Organizations aim for a dynamic balance between their performance and the demands of their environment. Balancing is a necessary act of action that ideally leads to this goal. That sounds like theoretical organizational sociology. It is.
Change of location: children’s playground. In the playground, children try to walk across a balance beam. They stretch their arms wide apart in order to maintain the necessary balance. The hands can be seen as poles. The further a hand / pole goes down, the stronger the countermovement must be. This is the only way to achieve a balance. If this movement is too strong, the children will fall off the balance beam. The desired result, a balanced run across the entire balance beam, was not achieved. Balancing between two poles does not only take place on the playground. This is also true in sport: sporting development takes place between the poles of tension and relaxation. In music: Musical pieces attract attention when there is a balance between the notes played and the rests. Nutrition: Meals are tasty and digestible when there is a balance between acids and bases.
And leadership! Managers are successful when they can balance between stability and dynamism.
There are 3 aspects to consider:
1. There is a continuum between the poles. You can think of it as a route. Driven by the actions of the executives, the respective status quo is pushed in the direction of one or the other pole.
2. Remaining on a pole for a long period of time puts the whole organization at risk. If measures to stabilize the organization are constantly implemented by implementing new rules, process specifications, etc., then an organization freezes to a point at which change becomes difficult. Conversely, if there are large degrees of freedom that allow one working method to be tried out after another, it becomes very chaotic and working results can hardly be achieved in an effective manner.
3. There is a tendency to try to get from the corner pole “stability” directly to the other corner pole “dynamics” or vice versa. The resources required for this are large and the potential for failure immense, because the change required for this is simply too extensive. Current examples can be found in the New Work field. Hierarchy levels are deleted and agile project management is introduced. No organization comes along. The structures change quickly, but the people who have to work in the structures do not.

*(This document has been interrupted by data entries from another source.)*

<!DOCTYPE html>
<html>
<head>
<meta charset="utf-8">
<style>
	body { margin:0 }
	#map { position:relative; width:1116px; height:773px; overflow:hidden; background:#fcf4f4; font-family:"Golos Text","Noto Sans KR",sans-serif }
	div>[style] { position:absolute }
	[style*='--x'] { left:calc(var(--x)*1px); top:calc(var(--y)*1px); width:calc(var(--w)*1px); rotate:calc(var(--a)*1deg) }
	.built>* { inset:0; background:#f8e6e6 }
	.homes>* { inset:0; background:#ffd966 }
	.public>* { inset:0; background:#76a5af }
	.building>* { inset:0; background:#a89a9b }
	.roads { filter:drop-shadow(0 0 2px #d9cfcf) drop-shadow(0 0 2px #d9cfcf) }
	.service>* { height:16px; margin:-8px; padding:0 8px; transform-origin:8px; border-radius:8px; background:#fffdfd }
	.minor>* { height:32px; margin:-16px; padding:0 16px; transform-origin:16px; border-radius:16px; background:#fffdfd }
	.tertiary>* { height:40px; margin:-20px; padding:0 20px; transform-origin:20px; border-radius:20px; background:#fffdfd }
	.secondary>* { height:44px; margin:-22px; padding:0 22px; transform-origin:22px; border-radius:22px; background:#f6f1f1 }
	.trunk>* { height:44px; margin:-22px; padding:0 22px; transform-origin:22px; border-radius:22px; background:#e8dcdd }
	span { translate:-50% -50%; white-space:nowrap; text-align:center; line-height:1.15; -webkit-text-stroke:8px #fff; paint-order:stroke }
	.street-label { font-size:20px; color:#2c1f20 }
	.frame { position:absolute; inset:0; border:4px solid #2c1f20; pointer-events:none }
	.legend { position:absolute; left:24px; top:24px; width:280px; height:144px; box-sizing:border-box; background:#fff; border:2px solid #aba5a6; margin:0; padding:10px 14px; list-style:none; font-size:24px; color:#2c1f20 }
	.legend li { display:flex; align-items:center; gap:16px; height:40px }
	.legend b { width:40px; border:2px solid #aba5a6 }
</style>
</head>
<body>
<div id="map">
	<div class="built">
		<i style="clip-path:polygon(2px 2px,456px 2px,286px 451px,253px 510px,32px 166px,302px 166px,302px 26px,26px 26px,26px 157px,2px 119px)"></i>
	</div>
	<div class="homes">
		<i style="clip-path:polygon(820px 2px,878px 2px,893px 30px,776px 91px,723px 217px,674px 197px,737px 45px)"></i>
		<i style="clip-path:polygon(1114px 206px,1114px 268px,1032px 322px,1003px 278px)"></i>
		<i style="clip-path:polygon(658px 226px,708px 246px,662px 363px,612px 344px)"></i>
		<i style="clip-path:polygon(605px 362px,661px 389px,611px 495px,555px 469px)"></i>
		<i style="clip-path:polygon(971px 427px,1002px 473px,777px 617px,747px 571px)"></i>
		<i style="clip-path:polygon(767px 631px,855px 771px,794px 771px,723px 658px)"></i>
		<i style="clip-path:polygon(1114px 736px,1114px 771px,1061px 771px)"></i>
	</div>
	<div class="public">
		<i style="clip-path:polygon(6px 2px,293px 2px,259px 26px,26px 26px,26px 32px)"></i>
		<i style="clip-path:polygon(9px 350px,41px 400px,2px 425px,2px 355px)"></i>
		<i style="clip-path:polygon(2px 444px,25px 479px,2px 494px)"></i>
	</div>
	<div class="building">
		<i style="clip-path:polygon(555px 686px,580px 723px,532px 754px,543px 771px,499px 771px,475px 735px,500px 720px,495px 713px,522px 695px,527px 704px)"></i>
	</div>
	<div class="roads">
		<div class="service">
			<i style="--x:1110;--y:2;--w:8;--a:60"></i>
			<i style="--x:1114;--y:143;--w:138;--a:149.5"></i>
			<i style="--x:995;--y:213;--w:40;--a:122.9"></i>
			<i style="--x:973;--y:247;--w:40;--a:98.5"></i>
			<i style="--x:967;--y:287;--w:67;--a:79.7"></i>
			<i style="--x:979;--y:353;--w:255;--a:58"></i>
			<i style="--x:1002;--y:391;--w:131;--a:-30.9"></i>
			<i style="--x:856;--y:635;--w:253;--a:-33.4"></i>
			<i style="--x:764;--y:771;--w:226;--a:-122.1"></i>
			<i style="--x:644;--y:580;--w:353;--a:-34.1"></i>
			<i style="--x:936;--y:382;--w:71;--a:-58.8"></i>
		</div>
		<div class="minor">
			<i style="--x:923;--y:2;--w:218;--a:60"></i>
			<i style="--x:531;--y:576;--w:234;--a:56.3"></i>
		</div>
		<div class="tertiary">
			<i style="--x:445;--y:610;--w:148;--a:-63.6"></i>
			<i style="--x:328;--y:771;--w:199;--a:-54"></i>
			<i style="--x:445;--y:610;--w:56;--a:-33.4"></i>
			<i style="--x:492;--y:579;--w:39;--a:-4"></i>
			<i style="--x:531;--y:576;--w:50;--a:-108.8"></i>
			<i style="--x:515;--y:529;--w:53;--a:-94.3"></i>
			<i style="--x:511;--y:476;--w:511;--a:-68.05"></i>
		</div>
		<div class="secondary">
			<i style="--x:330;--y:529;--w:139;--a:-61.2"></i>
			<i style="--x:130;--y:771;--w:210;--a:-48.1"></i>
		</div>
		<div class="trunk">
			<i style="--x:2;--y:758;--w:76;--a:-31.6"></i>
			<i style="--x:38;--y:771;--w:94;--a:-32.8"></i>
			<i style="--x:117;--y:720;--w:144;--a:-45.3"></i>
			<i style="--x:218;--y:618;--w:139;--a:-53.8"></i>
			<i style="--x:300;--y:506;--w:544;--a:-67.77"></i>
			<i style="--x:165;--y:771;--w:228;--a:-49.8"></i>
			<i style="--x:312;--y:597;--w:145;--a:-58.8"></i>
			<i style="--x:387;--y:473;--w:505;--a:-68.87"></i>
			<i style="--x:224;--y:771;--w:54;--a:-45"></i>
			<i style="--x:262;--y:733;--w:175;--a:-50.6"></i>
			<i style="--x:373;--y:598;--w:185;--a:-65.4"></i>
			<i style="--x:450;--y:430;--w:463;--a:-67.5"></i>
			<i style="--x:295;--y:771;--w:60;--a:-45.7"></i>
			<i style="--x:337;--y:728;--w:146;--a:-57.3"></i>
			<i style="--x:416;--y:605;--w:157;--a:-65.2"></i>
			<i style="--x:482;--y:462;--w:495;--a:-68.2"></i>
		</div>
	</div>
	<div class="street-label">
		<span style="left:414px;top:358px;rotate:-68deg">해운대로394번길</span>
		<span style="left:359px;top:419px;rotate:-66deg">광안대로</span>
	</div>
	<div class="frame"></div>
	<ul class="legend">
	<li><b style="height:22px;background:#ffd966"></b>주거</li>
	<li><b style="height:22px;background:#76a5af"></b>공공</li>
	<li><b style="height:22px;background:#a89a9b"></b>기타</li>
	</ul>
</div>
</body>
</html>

Managers who balance successfully avoid extreme movements between the poles. They concentrate on a balance that they adjust over and over again in small steps through their daily management work. They move between areas of tension that have an impact on stability (S) or dynamics (D) in an organization. Areas of tension can be: do it yourself (S) vs. delegate (D), proximity to the team (S) vs. Distance to the team (D), optimize (S) vs. innovate (D).
Balancing in the fields of tension needs the thought pattern “as well as” instead of “either or”. Doing one without leaving the other is the most likely approach.

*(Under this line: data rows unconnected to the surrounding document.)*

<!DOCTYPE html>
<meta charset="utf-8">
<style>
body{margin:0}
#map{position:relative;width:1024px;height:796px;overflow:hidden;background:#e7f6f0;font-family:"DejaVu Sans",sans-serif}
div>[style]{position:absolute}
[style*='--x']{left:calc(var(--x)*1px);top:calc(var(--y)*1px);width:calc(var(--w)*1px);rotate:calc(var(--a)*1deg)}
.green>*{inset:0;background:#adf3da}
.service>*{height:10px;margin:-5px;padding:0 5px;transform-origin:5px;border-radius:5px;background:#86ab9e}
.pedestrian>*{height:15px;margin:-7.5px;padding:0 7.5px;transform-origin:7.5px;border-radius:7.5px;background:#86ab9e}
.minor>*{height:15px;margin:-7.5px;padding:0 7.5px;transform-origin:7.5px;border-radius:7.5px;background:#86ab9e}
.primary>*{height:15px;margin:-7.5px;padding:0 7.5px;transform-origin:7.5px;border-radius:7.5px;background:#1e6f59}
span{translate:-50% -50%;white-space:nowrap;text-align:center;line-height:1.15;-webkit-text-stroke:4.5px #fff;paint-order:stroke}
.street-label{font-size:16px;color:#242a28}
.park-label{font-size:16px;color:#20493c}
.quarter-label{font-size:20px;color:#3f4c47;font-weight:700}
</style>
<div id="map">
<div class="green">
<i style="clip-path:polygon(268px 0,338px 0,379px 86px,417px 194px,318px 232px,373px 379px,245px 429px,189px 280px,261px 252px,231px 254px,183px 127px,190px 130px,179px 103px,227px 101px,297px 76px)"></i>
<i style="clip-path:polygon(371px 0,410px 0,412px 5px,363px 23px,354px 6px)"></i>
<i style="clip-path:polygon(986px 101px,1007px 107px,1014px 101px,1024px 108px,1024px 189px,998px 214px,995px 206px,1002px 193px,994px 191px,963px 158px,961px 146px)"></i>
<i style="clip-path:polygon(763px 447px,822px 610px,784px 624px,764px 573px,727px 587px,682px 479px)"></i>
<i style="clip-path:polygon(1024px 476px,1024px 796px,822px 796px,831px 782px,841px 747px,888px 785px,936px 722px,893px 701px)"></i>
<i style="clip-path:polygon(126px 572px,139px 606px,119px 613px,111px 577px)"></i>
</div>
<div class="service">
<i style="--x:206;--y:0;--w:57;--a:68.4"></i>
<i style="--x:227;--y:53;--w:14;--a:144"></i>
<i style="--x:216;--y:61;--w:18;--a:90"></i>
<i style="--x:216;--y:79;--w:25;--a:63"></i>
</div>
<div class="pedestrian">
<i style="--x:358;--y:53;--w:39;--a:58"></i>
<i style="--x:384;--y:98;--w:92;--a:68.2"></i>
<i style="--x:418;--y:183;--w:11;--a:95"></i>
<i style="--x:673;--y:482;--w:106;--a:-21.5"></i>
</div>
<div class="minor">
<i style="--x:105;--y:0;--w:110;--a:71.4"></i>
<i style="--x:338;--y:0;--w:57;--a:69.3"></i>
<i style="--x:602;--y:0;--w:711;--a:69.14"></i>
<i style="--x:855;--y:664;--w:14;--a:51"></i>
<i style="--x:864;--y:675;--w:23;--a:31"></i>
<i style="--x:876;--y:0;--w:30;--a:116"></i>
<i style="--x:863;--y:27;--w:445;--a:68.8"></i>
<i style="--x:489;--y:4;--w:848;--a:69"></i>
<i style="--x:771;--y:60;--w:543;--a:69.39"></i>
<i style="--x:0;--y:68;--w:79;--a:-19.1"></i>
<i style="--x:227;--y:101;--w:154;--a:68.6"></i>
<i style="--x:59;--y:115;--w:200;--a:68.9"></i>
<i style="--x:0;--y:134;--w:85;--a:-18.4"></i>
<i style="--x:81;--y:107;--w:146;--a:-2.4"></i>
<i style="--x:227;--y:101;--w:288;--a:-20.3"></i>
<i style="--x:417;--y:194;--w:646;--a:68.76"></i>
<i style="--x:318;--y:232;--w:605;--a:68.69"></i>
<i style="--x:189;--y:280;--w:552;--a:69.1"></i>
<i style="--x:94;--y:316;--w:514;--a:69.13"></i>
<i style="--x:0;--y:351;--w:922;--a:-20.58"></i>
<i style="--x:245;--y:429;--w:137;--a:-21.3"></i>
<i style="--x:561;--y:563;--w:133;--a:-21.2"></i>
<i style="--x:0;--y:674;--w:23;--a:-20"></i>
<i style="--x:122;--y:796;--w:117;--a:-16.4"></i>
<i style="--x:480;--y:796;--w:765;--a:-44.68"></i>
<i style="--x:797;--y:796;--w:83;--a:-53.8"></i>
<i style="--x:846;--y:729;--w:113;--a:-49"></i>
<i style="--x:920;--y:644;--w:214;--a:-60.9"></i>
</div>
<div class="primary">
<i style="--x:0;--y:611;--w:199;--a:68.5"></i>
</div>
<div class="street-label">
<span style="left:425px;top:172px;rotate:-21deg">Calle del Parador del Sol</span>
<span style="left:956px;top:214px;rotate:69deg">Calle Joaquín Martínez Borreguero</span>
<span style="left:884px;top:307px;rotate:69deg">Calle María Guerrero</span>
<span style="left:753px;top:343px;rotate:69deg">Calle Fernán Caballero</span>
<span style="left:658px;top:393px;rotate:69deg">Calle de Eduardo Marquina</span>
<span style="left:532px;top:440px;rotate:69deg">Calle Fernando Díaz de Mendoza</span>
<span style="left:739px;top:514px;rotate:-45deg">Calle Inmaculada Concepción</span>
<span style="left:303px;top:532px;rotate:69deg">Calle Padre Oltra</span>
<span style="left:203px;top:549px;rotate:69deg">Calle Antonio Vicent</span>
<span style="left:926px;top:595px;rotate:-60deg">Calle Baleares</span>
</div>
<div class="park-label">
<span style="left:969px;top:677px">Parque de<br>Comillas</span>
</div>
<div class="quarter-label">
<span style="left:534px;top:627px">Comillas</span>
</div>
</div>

Balancing thus aims at dynamic stability. Let’s take the tension between “doing it yourself” vs. “delegate”. If the manager observes that the delegated task is not being processed, they can first communicate their observation and clarify the expectations. If the measure does not have any effect, it should intervene in a supportive manner and implement parts of it yourself. In doing so, she ensures that the task is completed. Then she can clarify what is necessary from the employee’s point of view in order to have the task completely processed by the employee himself. If a similar task is pending, the manager can start the next delegation attempt. At some point the task can be routinely taken over by the employee. The process starts over with the next new task.

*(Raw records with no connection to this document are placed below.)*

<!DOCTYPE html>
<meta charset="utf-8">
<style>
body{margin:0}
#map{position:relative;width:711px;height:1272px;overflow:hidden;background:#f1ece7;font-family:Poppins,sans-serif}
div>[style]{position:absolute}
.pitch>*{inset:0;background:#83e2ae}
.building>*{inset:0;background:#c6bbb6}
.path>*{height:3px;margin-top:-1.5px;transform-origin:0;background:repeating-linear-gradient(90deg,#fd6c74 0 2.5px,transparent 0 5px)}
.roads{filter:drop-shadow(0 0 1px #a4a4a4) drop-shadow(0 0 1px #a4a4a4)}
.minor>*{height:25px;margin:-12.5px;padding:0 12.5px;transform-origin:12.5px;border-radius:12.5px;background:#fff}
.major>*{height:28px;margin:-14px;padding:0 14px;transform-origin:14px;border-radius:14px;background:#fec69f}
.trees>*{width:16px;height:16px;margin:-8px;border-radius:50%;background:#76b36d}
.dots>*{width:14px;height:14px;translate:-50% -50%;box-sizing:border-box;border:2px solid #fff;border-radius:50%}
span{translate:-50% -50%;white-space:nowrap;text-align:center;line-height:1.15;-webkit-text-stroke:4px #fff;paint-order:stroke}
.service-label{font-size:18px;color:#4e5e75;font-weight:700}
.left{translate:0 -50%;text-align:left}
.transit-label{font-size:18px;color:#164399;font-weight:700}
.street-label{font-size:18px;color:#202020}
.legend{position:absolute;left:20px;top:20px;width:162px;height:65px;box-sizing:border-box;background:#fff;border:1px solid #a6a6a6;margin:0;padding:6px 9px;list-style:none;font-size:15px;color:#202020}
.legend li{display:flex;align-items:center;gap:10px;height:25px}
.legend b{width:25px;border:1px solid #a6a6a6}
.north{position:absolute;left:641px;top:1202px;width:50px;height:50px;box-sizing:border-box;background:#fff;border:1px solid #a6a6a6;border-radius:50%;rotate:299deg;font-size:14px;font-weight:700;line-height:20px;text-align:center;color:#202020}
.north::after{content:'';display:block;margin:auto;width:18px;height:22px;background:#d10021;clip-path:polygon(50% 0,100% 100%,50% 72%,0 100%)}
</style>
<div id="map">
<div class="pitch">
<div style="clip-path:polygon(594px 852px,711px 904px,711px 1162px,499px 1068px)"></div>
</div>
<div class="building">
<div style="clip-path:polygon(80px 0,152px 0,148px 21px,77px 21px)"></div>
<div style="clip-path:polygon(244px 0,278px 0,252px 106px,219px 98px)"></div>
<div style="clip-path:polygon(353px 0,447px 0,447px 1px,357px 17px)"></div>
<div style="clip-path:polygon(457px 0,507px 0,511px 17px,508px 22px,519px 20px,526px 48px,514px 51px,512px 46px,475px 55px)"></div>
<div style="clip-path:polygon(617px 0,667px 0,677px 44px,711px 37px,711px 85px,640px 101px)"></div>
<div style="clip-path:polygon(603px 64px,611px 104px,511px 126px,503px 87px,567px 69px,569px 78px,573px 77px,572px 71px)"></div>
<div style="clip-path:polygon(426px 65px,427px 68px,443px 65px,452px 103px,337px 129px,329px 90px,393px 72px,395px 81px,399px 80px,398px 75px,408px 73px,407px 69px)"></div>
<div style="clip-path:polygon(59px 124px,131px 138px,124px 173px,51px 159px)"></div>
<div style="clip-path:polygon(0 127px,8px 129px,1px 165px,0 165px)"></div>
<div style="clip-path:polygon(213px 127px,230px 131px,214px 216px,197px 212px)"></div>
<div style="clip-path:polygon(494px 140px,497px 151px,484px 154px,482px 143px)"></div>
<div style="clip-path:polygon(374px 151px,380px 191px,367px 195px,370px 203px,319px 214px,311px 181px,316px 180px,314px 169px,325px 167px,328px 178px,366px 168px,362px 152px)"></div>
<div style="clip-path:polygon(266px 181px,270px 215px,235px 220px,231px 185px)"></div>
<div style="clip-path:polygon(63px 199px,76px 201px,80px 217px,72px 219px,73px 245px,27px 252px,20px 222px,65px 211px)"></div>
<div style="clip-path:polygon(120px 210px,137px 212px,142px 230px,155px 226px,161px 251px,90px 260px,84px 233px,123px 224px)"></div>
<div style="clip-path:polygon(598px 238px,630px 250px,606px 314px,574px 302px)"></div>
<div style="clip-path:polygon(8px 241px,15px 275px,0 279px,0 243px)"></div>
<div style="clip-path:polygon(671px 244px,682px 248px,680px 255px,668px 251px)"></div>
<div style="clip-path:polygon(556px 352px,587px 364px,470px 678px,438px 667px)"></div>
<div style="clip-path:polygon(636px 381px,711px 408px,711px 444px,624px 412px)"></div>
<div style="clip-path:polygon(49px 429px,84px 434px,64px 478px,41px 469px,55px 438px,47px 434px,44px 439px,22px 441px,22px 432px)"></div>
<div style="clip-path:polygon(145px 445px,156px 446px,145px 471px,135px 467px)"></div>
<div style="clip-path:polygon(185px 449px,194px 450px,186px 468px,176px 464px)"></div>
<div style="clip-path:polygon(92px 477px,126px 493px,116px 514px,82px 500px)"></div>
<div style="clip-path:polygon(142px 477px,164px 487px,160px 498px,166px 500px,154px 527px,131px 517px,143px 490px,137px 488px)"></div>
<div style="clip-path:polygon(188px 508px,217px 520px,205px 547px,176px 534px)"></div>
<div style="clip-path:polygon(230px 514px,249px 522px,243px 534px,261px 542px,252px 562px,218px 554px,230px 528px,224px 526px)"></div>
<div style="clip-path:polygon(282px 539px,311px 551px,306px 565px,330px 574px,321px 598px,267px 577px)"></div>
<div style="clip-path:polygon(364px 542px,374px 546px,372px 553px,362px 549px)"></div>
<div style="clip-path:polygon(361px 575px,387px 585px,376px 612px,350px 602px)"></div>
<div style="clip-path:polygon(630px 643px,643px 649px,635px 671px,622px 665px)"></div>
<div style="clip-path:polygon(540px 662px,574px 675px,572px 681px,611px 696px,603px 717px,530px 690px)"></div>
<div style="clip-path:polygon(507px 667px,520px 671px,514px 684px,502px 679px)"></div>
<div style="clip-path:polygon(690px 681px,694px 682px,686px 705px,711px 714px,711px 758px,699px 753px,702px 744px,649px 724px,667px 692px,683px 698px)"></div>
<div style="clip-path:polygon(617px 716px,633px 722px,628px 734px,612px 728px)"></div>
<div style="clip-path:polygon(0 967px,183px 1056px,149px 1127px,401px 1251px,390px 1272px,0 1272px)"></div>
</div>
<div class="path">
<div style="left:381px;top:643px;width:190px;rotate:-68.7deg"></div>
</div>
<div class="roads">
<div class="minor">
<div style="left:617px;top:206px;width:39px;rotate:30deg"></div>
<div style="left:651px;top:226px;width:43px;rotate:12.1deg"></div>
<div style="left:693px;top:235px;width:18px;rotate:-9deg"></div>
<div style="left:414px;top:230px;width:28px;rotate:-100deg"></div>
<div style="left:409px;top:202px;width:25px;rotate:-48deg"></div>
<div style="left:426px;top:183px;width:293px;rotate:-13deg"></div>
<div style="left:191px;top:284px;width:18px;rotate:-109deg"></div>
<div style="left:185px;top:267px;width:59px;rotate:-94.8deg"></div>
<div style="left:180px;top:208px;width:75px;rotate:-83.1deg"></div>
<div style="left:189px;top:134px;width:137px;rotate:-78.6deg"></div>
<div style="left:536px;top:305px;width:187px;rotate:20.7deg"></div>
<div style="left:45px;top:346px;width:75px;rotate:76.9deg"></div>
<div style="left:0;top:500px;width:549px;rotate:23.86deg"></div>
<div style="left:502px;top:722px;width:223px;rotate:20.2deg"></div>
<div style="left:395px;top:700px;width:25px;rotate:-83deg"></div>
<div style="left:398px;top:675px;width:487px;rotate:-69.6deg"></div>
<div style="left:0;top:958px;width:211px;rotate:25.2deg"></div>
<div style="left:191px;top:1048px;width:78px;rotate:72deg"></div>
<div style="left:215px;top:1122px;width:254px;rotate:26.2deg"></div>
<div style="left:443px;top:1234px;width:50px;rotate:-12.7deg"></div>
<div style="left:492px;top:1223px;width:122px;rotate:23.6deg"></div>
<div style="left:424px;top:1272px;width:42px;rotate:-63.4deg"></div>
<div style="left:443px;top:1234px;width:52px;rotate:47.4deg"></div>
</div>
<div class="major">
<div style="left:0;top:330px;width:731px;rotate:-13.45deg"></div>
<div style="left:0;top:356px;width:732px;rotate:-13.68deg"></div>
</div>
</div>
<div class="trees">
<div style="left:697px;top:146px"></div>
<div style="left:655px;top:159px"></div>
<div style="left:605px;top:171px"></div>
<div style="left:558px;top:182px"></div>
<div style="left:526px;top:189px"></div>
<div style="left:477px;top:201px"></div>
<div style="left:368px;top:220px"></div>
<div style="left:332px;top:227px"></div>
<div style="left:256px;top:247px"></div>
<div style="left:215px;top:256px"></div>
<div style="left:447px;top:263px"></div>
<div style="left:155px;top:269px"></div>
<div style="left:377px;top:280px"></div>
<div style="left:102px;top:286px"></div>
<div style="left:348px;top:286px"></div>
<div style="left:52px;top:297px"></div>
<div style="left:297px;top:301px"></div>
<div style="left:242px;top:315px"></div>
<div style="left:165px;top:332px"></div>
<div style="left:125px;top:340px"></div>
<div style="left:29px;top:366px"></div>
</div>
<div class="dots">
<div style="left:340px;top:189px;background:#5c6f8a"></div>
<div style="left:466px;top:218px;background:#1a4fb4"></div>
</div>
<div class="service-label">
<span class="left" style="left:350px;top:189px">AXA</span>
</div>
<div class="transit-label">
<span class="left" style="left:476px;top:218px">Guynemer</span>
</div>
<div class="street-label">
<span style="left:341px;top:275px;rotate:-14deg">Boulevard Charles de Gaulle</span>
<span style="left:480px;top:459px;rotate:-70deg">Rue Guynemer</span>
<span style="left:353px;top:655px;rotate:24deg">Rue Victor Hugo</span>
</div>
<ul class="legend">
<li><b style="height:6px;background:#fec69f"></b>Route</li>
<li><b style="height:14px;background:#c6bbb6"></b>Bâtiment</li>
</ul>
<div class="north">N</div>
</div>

Even if everyone wishes: There will be no stable long-lasting equilibrium. The constantly changing environmental requirements result in a reaction from managers who have an influence in one direction or the other. Who doesn’t know the discussions? We need to centralize responsibilities (S). It doesn’t go on like this, everyone does what they want here. After important processes have been centralized, the wake-up call starts in the other direction. We are not making progress: We have to decentralize responsibility (D), we need faster reaction options on the market. The pendulum keeps swinging back and forth between poles. The process only ends when the organization has lost its raison d’etre and the organization no longer exists. We have to come to terms with the fact that organizations are constantly on the move.
Balancing is not a leadership model that follows rigid principles. It is a model that works on both a large and a small scale. The executives are asked to recognize the opposing poles of the respective area of tension and to make a balanced decision. This is a daily task that can become routine over time.
Dr. Volker Casper has been developing managers as internal personnel developers or external consultants for decades. His development approaches have received several awards. He is currently managing director of oddity-evolve GmbH.